The song “I Got Game” starts as yet another riff on “Posse on Broadway.” Sir Mix-A-Lot is again driving along 23rd in Seattle’s Central District neighborhood, except this time he’s a the wheel of a fancy new Corvette, and unfortunately, he’s only got two seats.

You commonly hear Mix criticized for not reppin’ Seattle enough. But in his lyrics, he’s regularly shouting out Seattle landmarks, his fellow Northwest rappers, and on this vinyl jacket, he’s sporting a Seahawks bomber, a Mariners cap, and has custom “MIXALOT” Washington plates.

B-Side track “Flow Show” is five minutes of amazing, unstoppable madness. Mix unloads bars upon bars upon bars of quick dodges and vocal acrobatics, landing lyrical blow upon blow and demonstrating how truly formidable a talent he is as a rapper. The verses are set against a restrained rolling and crackling thunderstorm bucket-drummer beat and a super-low bassline.

I Got Game was Sir Mix-A-Lot’s final record with NastyMix.

Throughout 1990, he’d been critical of how the label had promoted his album Seminar and resented how NastyMix was spending the money he was earning on funding a smorgasbord of newly-signed rock and pop acts, few of which were rappers.

In a September 1990 interview with The Rocket, he made clear his plans to start a brand new label, one where he’d have full creative control and that would be dedicated exclusively to Northwest hip-hop.

When I Got Game was released, NastyMix canceled the planned music video.

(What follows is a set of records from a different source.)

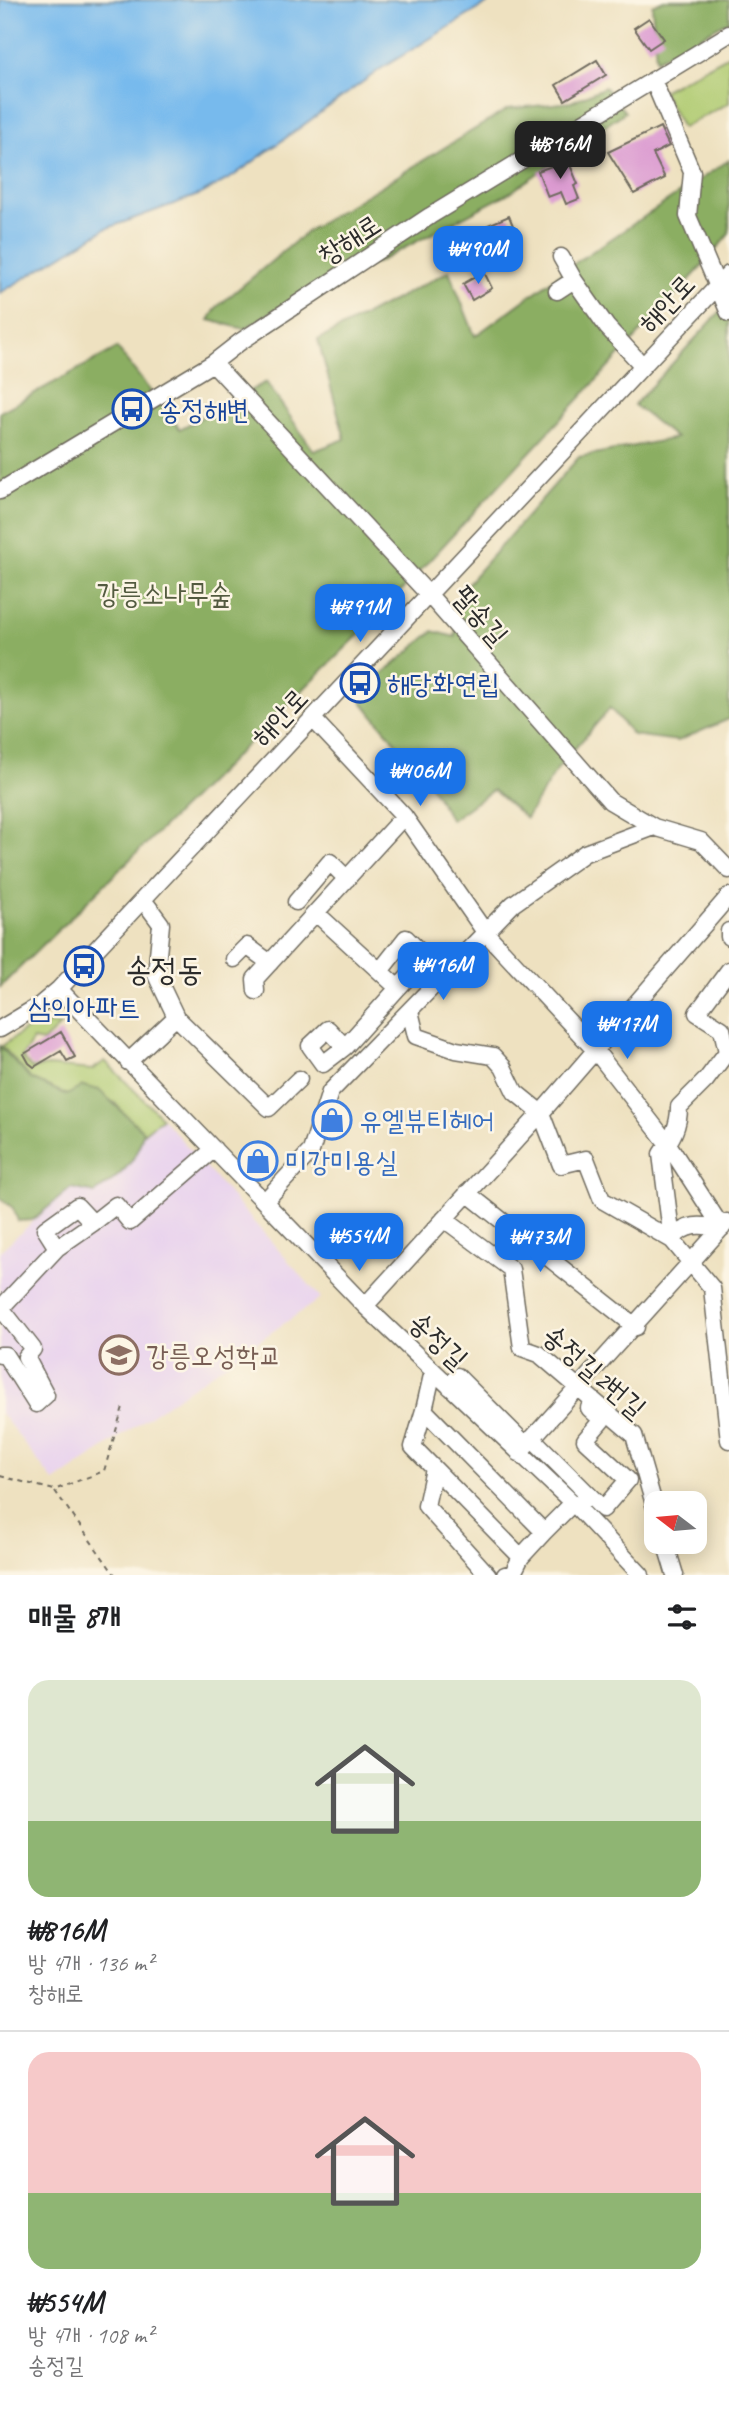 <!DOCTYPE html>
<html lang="ko">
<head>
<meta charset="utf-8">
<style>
  :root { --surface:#fff; --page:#f6f6f6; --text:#202124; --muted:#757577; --line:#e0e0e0; --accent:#1a73e8 }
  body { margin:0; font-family:Caveat,"Poor Story",sans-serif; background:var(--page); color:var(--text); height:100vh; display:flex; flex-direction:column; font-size:26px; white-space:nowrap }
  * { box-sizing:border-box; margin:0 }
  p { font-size:23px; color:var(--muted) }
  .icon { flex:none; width:38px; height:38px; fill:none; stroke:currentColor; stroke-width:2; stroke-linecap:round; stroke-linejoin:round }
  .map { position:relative; height:1575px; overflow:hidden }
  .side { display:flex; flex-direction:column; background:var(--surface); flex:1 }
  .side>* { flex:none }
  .needle { width:46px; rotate:286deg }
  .buttons { position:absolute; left:644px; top:1491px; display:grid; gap:14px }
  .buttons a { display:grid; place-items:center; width:63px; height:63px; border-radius:14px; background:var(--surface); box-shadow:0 4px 18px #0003; font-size:35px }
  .price { position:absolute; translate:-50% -60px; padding:0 16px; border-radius:14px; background:var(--accent); color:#fff; font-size:23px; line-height:46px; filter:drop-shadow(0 2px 4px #0008) }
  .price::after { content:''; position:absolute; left:50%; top:42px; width:21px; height:16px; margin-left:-10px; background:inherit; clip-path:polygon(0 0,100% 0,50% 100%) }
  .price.on { background:#222; color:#fff }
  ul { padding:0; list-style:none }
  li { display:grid; align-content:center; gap:14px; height:371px; padding:0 28px }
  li+li { border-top:2px solid var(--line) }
  li span { display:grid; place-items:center; height:217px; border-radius:21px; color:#555 }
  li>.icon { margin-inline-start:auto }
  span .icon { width:126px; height:126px; fill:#fffc; stroke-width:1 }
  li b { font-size:30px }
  h2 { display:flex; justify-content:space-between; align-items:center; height:84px; padding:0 28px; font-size:30px }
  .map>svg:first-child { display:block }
</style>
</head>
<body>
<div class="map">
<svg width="729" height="1575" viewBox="0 0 729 1575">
  <rect width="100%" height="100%" fill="#fcf5e5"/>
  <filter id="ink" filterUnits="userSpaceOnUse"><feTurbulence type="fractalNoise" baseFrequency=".0143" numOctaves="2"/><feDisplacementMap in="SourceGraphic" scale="14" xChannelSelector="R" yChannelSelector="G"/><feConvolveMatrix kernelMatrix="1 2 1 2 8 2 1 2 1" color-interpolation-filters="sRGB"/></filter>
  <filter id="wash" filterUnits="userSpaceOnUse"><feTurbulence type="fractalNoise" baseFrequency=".00686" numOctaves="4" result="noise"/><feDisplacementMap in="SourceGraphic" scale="28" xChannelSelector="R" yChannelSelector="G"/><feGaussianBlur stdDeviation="1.57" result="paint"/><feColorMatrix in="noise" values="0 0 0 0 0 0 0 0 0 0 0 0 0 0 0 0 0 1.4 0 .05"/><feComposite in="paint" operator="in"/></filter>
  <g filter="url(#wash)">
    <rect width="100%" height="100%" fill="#eee1c0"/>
    <path fill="#e8d2ee" d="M 162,1118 L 321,1298 L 54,1482 L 0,1412 L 0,1251 L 71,1188 L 79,1189 L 143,1131 Z"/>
    <path fill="#afca70" stroke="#6d7a4e" stroke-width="2" d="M 729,55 L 729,103 L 682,128 L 662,91 Z
      M 37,1022 L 61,1025 L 43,1042 L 33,1040 L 22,1057 L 31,1068 L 49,1066 L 92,1070 L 105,1061 L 162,1118 L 142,1134 L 115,1103 L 83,1086 L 68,1095 L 31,1079 L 2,1046 Z"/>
    <path fill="#8bae62" stroke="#5b6c46" stroke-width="2" d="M 664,0 L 729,0 L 729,21 L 656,60 L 652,5 Z
      M 605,87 L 625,112 L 511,192 L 376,263 L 311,288 L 244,329 L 209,320 L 217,307 L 309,230 L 508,109 L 571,102 Z
      M 729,160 L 729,234 L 706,262 L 379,615 L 0,987 L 0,412 L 117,348 L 180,429 L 266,382 L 314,451 L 345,439 L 318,340 L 449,271 L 475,336 L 578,261 Z
      M 729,302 L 729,719 L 678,741 L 633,735 L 610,708 L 558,768 L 526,818 L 493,790 L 451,820 L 428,781 L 357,696 L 433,631 L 455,637 L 461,591 L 579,457 L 676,438 L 634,405 Z
      M 0,1046 L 31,1079 L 67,1095 L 83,1086 L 99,1090 L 143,1131 C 139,1161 119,1177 95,1193 L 71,1188 L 33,1220 L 18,1221 L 13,1208 L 0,1198 Z"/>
    <path fill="#77baed" stroke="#51728c" stroke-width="2" d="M 0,0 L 493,0 L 382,68 L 232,177 L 201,194 L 105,229 L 0,293 Z"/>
    <g id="blocks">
      <path fill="#dc9bd1" d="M 649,18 L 664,39 L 649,49 L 634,28 Z
        M 597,60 L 606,75 L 565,100 L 556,85 Z
        M 660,127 L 669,146 L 653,154 L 665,178 L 634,194 L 608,152 Z
        M 568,160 L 578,184 L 574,186 L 579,199 L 566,204 L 561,192 L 548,197 L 538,171 Z
        M 509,216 L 514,228 L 493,237 L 488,225 Z
        M 484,272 L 492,288 L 472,300 L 463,284 Z
        M 61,1032 L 75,1057 L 67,1061 L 61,1051 L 34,1067 L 29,1063 L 24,1054 Z"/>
    </g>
  </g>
  <g filter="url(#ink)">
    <use href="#blocks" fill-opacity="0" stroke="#6f6b5f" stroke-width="2"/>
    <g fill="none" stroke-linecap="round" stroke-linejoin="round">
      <g stroke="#6f6b5f" stroke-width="19">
        <path id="minor" d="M 653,80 L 692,172 L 688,216 L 729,313
          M 561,257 L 574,280
          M 557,291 L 574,280 L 607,327 L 643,366
          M 213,363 L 430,596 L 610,801 L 654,827 L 701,841 L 729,870
          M 0,491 L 213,363 L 240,342 L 430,216 L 729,34
          M 313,719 L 404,816 L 485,932 L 595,1050 L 668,1144 L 722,1228
          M 144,901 L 161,924 L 156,975 L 176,1017
          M 296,902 L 330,862 L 347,879
          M 316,913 L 398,988 L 345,1047 L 328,1029 L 310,1046 L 323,1064 L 345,1047
          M 729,931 L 729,937
          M 234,959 L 247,946 L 270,963
          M 380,971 L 406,938 L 426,958 L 398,988
          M 59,989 L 365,1306 L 577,1507 L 641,1575
          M 256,991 L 255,979 L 404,816
          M 410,1011 L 416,1036 L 456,1050 L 493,1056 L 503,1067 L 515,1092 L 541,1113 L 561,1165 L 586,1159 L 602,1200 L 672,1240 L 712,1288 L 729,1440
          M 0,1029 L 40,1005 L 59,989 L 729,274
          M 128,1062 L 176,1017 L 269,1108 L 299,1079
          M 467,1193 L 636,1327
          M 265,1201 L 311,1151 L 330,1092 L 513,904 L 585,853 L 654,827
          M 444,1219 L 511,1269 L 522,1348 L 539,1354 L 634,1435 L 656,1511
          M 93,1223 L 57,1248 L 45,1229 L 77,1206 L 93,1223 L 116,1205 L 130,1222 L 214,1149
          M 672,1240 L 661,1154 C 672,1138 679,1127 679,1107 L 706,1080 L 727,1052 L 722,1029 L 697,1013 L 729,970
          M 672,1240 C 685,1222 702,1225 722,1228
          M 365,1306 L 541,1113 L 729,896
          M 0,1309 L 57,1248
          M 0,1355 L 5,1355 L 36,1404 L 46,1395 L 26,1357 L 33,1349 L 1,1308
          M 433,1371 L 424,1410 L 544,1532 L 573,1503
          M 450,1387 L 457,1376 L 526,1445
          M 424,1410 L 413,1447 L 521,1557 L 544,1532
          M 532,1438 L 588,1494
          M 519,1453 L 727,1222
          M 434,1469 L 426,1506 L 488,1575
          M 577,1507 L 588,1494 L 603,1509 L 628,1480 L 585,1440 L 602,1420 L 589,1408
          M 665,1542 L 675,1575
          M 505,1575 L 513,1573 L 521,1557"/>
      </g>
      <path stroke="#6f6b5f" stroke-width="2" stroke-dasharray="5 5" stroke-linecap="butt" d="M 0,1476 L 54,1490 L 104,1471 L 123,1407
        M 55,1491 L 115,1575"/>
      <use href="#minor" stroke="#fff" stroke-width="16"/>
    </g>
  </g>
  <defs>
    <g id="bus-ring" transform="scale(2.0125)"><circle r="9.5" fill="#fcf5e5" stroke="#1a4fb4" stroke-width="1.5"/><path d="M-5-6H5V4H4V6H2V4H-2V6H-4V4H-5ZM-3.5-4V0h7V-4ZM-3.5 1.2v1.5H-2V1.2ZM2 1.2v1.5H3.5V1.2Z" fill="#1a4fb4"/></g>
    <g id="shop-ring" transform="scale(2.0125)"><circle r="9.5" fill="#fcf5e5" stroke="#3f7fe0" stroke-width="1.5"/><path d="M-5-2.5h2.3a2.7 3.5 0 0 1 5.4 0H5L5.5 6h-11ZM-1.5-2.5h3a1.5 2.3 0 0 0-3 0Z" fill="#3f7fe0"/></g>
    <g id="school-ring" transform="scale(2.0125)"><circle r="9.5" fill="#fcf5e5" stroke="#8d6e63" stroke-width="1.5"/><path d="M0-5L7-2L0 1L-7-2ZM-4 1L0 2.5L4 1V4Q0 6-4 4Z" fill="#8d6e63"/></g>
  </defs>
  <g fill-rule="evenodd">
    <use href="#bus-ring" x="132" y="409"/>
    <use href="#bus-ring" x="360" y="683"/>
    <use href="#bus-ring" x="84" y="966"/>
    <use href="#shop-ring" x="332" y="1120"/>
    <use href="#shop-ring" x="258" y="1161"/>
    <use href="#school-ring" x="119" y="1355"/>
  </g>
  <g text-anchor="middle" stroke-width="5" stroke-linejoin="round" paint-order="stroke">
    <g font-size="28" fill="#2b2b2b" stroke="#fcf5e5">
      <text transform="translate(349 239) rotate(-33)" y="10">창해로</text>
      <text transform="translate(666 303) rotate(-47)" y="10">해안로</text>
      <text transform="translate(481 615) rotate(49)" y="10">팔송길</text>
      <text transform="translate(279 717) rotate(-47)" y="10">해안로</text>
      <text transform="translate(439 1340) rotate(43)" y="10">송정길</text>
      <text transform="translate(595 1371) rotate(41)" y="10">송정길2번길</text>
    </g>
    <g font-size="28" fill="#164399" stroke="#fcf5e5" text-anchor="start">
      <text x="159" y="419">송정해변</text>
      <text x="387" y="693">해당화연립</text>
      <text x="84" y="1017" text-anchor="middle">삼익아파트</text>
    </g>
    <g font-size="28" fill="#535b40" stroke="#fcf5e5">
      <text x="164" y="603">강릉소나무숲</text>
    </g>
    <g font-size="28" fill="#366cbe" stroke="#fcf5e5" text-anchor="start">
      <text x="359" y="1130">유엘뷰티헤어</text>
      <text x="285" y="1171">미강미용실</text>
    </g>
    <g font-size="28" fill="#785e54" stroke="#fcf5e5" text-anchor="start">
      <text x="146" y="1365">강릉오성학교</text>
    </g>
    <g font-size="32" fill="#2b2b2b" stroke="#fcf5e5">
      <text x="164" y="980">송정동</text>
    </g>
  </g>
</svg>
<div class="buttons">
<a><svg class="needle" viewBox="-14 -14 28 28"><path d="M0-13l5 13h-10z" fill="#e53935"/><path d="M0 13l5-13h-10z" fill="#757577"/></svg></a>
</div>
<b class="price on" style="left:560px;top:181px">₩816M</b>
<b class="price" style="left:478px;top:286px">₩490M</b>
<b class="price" style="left:360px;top:644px">₩791M</b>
<b class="price" style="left:420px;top:808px">₩406M</b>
<b class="price" style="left:443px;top:1002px">₩416M</b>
<b class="price" style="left:627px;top:1061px">₩417M</b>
<b class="price" style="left:359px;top:1273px">₩554M</b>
<b class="price" style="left:540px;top:1274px">₩473M</b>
</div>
<section class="side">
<h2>매물 8개<svg class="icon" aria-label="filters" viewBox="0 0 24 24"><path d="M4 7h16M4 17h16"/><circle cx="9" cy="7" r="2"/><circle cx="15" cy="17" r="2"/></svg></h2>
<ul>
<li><span style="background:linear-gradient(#dfe7d0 65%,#8fb573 0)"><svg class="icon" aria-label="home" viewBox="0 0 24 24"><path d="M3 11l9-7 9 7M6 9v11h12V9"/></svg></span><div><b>₩816M</b><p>방 4개 · 136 m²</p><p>창해로</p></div></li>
<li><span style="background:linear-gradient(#f6c9c9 65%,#8fb573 0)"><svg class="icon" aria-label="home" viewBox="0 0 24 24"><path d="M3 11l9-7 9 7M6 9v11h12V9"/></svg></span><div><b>₩554M</b><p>방 4개 · 108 m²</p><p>송정길</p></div></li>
</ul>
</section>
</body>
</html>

Mix was quoted as saying “and that’s when I said ‘Uh-huh’” and he made plans to leave. Mix started negotiations with Def Jam, but NastyMix label owner Ed Locke threatened breach of contract, Mix countersued for unpaid royalties, and the two were then caught up in a protracted legal battle that took two years and cost a reported $1.2 million to untangle.